Her children rushed to embrace her, to kiss her, to reassure her. She did not usually reveal her feelings like this, and they were not only stunned by their mother's secret, but overcome by the depth of her emotion.

Geneviève Grenier, dry-eyed Geneviève, who hadn't shed a tear since David's death, Geneviève Grenier, maiden name Piastre, who had married Eddy Grenier fifty-five years earlier, on the afternoon of April 13 in Sainte-Gudule Cathedral, let herself go, protected by her own deception. She wept at last for her wasted life, her lost love, and the son that death had taken from her.

THE DOG

In memory of Emmanuel Lévinas

 

 

 

 

F
or several decades, Samuel Heymann had been the doctor of this village in the Hainaut, much appreciated as a practitioner in spite of his austere demeanor. At the age of seventy, he had unscrewed the brass plaque on his gate and informed the villagers that he would no longer be treating them. In spite of their protests, Samuel Heymann had refused to change his mind: he was retiring, and his neighbors would now have to travel three miles to Mettet, where a competent, newly trained young colleague had just settled. For half a century, nobody had had any complaints about Dr. Heymann, but nobody really knew him.

When I settled in the village, all I was able to find out about him was that after his wife's death, he had raised his daughter by himself, and that he had always lived with the same dog.
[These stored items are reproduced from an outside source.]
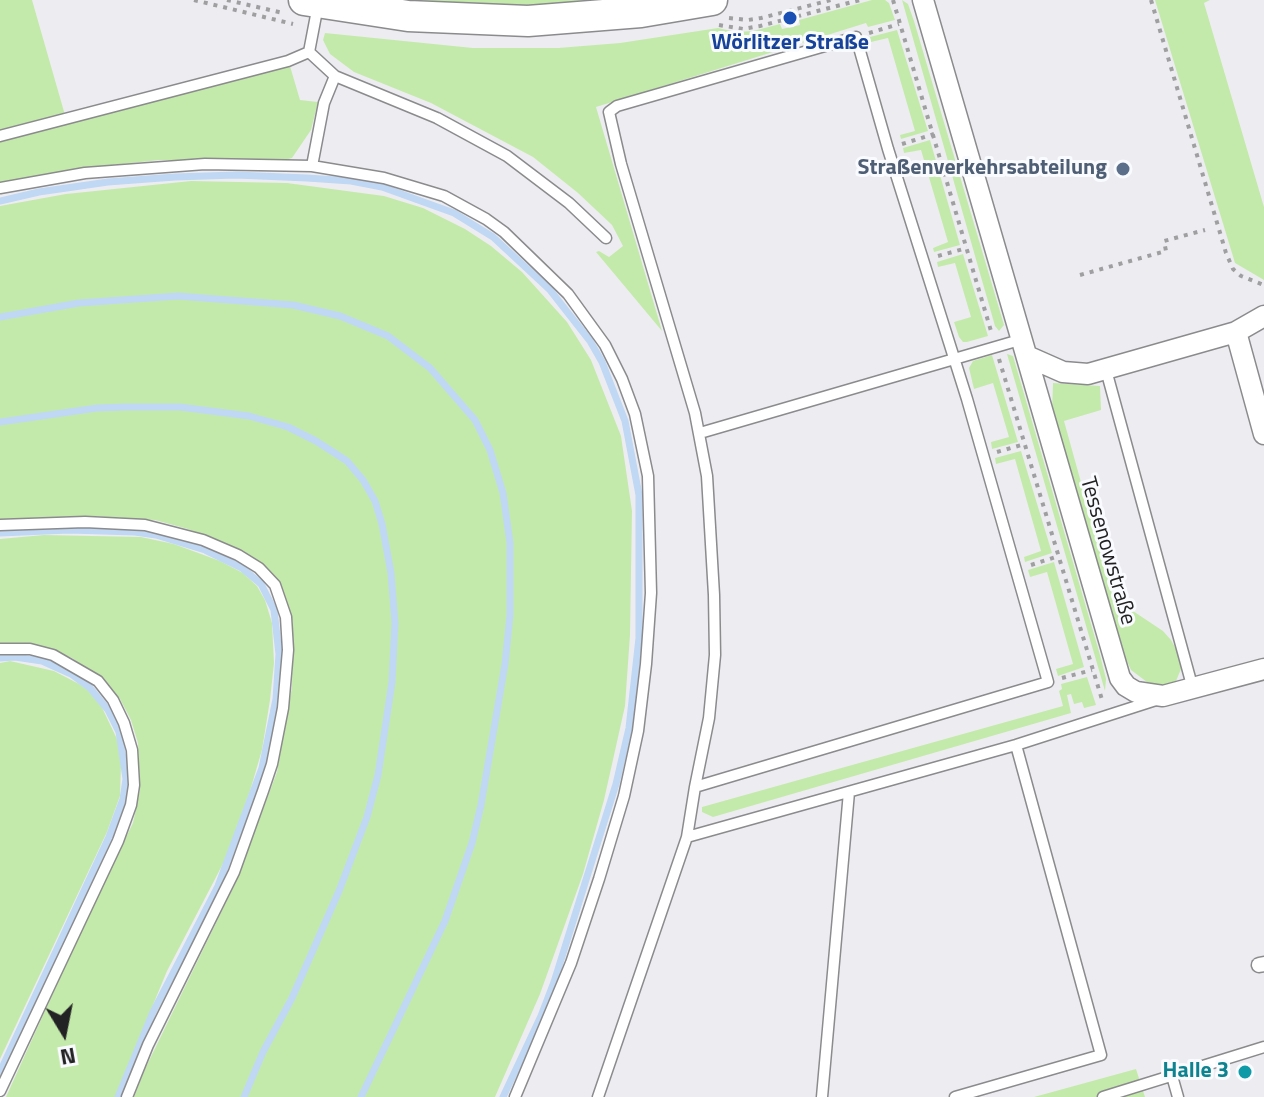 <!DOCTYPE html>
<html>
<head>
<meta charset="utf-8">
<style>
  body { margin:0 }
  #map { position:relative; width:1264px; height:1097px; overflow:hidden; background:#ededf1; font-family:"Titillium Web",sans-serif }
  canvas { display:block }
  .north { position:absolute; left:24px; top:993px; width:80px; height:80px; -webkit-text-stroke:6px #fafbfe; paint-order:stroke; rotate:170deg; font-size:22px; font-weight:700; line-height:32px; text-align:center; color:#222224 }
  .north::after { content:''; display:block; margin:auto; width:28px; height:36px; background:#222224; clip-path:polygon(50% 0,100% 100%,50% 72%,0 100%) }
</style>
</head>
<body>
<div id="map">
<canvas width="1264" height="1097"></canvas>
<div class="north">N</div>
</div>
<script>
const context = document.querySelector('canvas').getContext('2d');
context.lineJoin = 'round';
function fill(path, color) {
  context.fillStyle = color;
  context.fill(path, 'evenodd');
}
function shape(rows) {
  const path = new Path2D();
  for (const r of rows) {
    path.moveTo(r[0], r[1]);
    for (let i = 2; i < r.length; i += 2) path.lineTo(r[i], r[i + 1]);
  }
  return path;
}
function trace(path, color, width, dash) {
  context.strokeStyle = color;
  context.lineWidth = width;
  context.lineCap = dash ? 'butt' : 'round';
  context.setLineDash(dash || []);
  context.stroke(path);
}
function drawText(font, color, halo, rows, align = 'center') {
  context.font = font + ' "Titillium Web",sans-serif';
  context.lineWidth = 6;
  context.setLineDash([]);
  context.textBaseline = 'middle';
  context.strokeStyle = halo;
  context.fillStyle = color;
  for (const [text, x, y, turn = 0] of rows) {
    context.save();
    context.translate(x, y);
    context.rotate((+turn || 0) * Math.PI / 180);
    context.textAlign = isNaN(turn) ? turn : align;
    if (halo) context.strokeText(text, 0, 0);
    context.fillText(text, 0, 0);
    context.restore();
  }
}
fill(shape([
  [0,0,32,0,65,115,0,130],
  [373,0,643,0,554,8],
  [872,0,885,0,889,3,895,20,868,27,866,23,596,107,662,331,596,252,599,251,609,257,623,246,612,225,578,193,533,157,431,103,354,72,330,54,323,40,325,33,473,48,558,48,620,43,718,28,736,32,753,31,780,24,782,29,800,25,799,20],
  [902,0,908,4,914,21,1004,325,999,331,995,326],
  [1155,0,1210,0,1204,3,1264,207,1264,280,1235,263],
  [897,30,928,131,901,139,900,135,915,131,888,38,871,42,870,37],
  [290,66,300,100,318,102,311,130,292,158,281,161,159,160,95,167,0,183,0,139,277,67],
  [930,140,960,245,934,252,933,248,948,242,921,150,904,153,903,148],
  [191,181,287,183,384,196,423,208,465,229,491,246,522,272,567,322,591,360,621,436,632,511,630,635,625,706,604,800,583,874,540,994,495,1097,134,1097,145,1069,235,884,277,772,292,687,293,622,282,588,259,562,240,550,188,529,155,520,90,516,0,520,0,206,66,194],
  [963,254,988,336,967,342,963,342,959,337,954,322,971,317,955,263,938,267,937,262],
  [1007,354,1013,356,1100,655,1106,679,1105,691],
  [992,355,1018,442,992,449,991,442,1009,437,993,383,974,389,969,368,973,361],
  [1053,383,1100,386,1101,410,1064,421,1112,594,1118,601,1163,631,1171,640,1178,653,1181,669,1176,681,1171,684,1160,686,1147,682,1131,670,1126,659,1052,413],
  [1021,451,1052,553,1025,562,1024,557,1041,551,1015,459,996,464,995,458],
  [44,535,141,537,174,544,220,561,243,573,257,586,265,600,272,623,274,663,270,700,262,750,250,791,226,858,167,971,115,1097,6,1097,96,898,133,823,140,790,138,743,131,720,120,699,106,682,72,658,45,647,28,644,0,644,0,539],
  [1054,562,1084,667,1058,676,1056,669,1073,664,1047,572,1030,577,1028,570],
  [10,661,54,671,81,685,97,697,117,739,121,765,120,796,107,832,0,1059,0,663],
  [1087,677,1096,705,1084,708,1082,702,1074,704,1071,694,1067,695,1071,713,713,817,702,812,702,807,1063,706,1059,691,1062,689,1061,684],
  [1136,1069,1145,1097,1034,1097]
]), '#c4eaab');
trace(shape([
  [0,201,39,192,108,182,175,177,236,175,307,178,351,181,382,187,454,213,493,237,550,290,590,341,602,362,625,421,639,495,639,638,629,728,616,784,554,982,541,1016,503,1097],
  [0,317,79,303,178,296,293,305,340,316,388,336,430,368,475,420,490,450,503,493,510,543,510,615,505,664,481,805,472,843,445,921,361,1097],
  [0,422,97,408,126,407,180,407,249,416,288,427,316,441,347,461,363,480,375,501,382,524,391,573,395,623,392,682,378,775,367,817,339,891,292,998,263,1052,244,1097],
  [0,533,69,530,135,532,156,535,205,550,242,568,261,584,274,610,279,654,276,699,262,768,218,886,153,1012,118,1097],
  [0,658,15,657,42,661,71,674,90,688,108,710,119,732,126,779,123,799,109,837,0,1072]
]), '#c0d8f3', 7);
const service = shape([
  [309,52,335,76,437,118,507,156,569,203,606,238],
  [0,136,288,61,309,52,318,5],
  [312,166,324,103,335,76],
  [0,188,85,173,205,164,312,166,384,178,444,196,486,219,504,232,568,294,605,345,622,379,635,414,648,476,651,593,646,664,638,731,624,796,599,879,571,963,515,1097],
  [1106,370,1193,689],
  [700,433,1023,339],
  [0,525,85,522,145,525,203,540,238,555,259,568,275,585,286,617,288,650,283,708,272,764,263,791,234,872,148,1045,127,1097],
  [0,649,30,649,53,655,98,681,113,700,124,723,132,750,134,785,131,805,118,841,0,1091],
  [687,837,695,787,709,718,715,655,714,595,707,476,695,413,621,164,609,112,617,106,856,37,888,149,967,399,1048,682,695,787],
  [1172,1076,1178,1097],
  [598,1097,687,837,1016,745,1159,699],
  [822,1097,849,792],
  [955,1097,1101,1055,1016,745],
  [1103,1097,1264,1047]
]);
const pedestrian = shape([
  [1259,965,1264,964]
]);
const minor = shape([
  [923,0,1120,678,1126,686,1136,692,1163,696,1264,669],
  [1236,332,1264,434],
  [1029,357,1063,372,1088,374,1236,332,1264,316]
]);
const primary = shape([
  [304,0,408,16,528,21,641,12,712,0]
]);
trace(service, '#8b8b8e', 13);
trace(pedestrian, '#8b8b8e', 17);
trace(minor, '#8b8b8e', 23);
trace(primary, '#8b8b8e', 33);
trace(shape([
  [194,0,293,24],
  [227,0,283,13],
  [893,0,991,331],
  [1151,0,1226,253,1233,269,1241,276,1264,285],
  [729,18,748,20,761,18,831,0],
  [719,25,743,29,760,26,860,0],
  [869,33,899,24],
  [902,144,934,134],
  [938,256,967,248],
  [1080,275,1166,251,1164,241,1205,230],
  [999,359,1103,703],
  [997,452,1025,444],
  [1031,565,1059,556],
  [1062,678,1092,670]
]), '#9f9fa2', 4, [4, 6]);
trace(service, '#fff', 10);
trace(pedestrian, '#fff', 14);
trace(minor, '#fff', 20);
trace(primary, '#fff', 30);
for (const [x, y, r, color] of [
  [790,18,8,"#1a4fb4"],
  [1123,169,8,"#5c6f8a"],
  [1245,1072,8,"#0f9aa8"]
]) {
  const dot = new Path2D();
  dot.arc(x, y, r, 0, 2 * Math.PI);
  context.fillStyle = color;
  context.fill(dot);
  trace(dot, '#fafbfe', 3);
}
drawText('bold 22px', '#164399', '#fafbfe', [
  ["Wörlitzer Straße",790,44]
]);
drawText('bold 22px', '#4e5e75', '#fafbfe', [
  ["Straßenverkehrsabteilung",1107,169]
], 'right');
drawText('22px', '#222224', '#fafbfe', [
  ["Tessenowstraße",1107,551,74]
]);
drawText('bold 22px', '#0d838f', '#fafbfe', [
  ["Halle 3",1229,1072]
], 'right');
</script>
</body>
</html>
“The same one?” I asked in some astonishment.

“Yes,
monsieur
, the same,” replied the owner of the Pétrelle, the only café, which was situated opposite the church. “A Beauceron.”

Not knowing if he was pulling my leg, I cautiously said, “A Beauceron usually lives . . . ten or twelve years.”

“Dr. Heymann has owned a Beauceron called Argos for more than forty years. That's how old I am, and I can confirm that I've always seen them together. If you don't believe me, ask the old-timers.”

He pointed to four craggy-faced old men, slim beneath their vast tartan shirts, playing cards beside the TV set.

When he saw my astonished expression, he burst out laughing. “I'm joking, monsieur. What I meant was that Dr. Heymann has stayed loyal to the same breed. Every time one of his Beaucerons dies, he buys a new one and calls it Argos. At least he can be sure he won't get the name wrong when he yells at it.”

“How lazy can you be?!” I exclaimed, upset at having been taken for an idiot.

“Lazy?” he grunted, wiping the zinc counter with his cloth. “Hardly the word I'd use to describe Dr. Heymann.”

In the months that followed, I was able to ascertain how right he was. The doctor was anything but lazy! In fact, the man never relaxed: at the age of eighty, he still walked his dog several hours a day, cut his own wood, ran a number of associations, and maintained the vast garden of his ivy-covered blue-stone manor house. Beyond this rather grand building, the houses stopped and there were just fields and meadows and groves, stretching all the way to the distant forest of Tournibus, a dark, green line on the horizon. This frontier location, on the borderline between the village and the woods, suited Samuel Heymann, a man who moved in two worlds, the human world and the animal world, chatting with his fellow villagers then setting off in the company of his dog for long walks together.